TE-Class: A pair of:
           i. a Class-Type
          ii. a preemption priority allowed for that Class-Type. This
              means that an LSP transporting a Traffic Trunk from
              that Class-Type can use that preemption priority as the
              set-up priority, as the holding priority or both.


By definition there may be more than one TE-Class using the same CT, as
long as each TE-Class uses a different preemption priority. Also, there
may be more than one TE-Class with the same preemption priority, provided
that each TE-Class uses a different CT. The network administrator may
define the TE-Classes in order to support preemption across CTs, to avoid
preemption within a certain CT, or to avoid preemption completely, when so
desired.  To ensure coherent operation, the same TE-Classes must be
configured in every Label Switched Router (LSR) in the DS-TE domain.

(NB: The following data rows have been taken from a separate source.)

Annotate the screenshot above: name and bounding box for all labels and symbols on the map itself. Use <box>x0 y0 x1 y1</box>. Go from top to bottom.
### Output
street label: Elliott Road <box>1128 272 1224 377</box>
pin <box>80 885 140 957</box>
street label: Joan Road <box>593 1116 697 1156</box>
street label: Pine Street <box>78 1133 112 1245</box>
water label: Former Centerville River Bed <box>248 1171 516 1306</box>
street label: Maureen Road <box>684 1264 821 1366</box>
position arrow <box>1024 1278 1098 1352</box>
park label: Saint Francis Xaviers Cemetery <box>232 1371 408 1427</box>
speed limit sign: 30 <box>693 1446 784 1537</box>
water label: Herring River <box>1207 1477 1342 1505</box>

As a consequence of a per-TE-Class treatment, the Interior Gateway
Protocol (IGP) needs to advertise separate Traffic Engineering information
for each TE-Class, which consists of the *Unreserved Bandwidth* (UB)
information [DSTE-PROTO]. The UB information will be used by the routers,
checking against the bandwidth constraint model parameters, to decide
whether preemption is needed. Details on how to calculate the UB are given
in [DSTE-PROTO].


3. LSP Setup Procedure and Preemption

A new LSP setup request has two important parameters: bandwidth and
preemption priority. In order to minimize wastage, the set of LSPs to be
preempted can be selected by optimizing an objective function that
represents these two parameters, and the number of LSPs to be preempted.
More specifically, the objective function could be any or a combination of
the following [DEC-PREP,ATM-PREP]:

* Preempt the connections that have the least priority (preemption
priority). The QoS of high priority traffics would be better satisfied.
* Preempt the least number of LSPs. The number of LSPs that need to be
rerouted would be lower.
* Preempt the least amount of bandwidth that still satisfies the request.
Resource utilization would be better.

After the preemption selection phase is finished, the selected LSPs must
be torn down (and possibly rerouted), releasing the reserved bandwidth.
The new LSP is established, using the currently available bandwidth. The
UB information is then updated. Fig. 1 shows a flowchart that summarizes
how each LSP setup request is treated in a preemption enabled scenario.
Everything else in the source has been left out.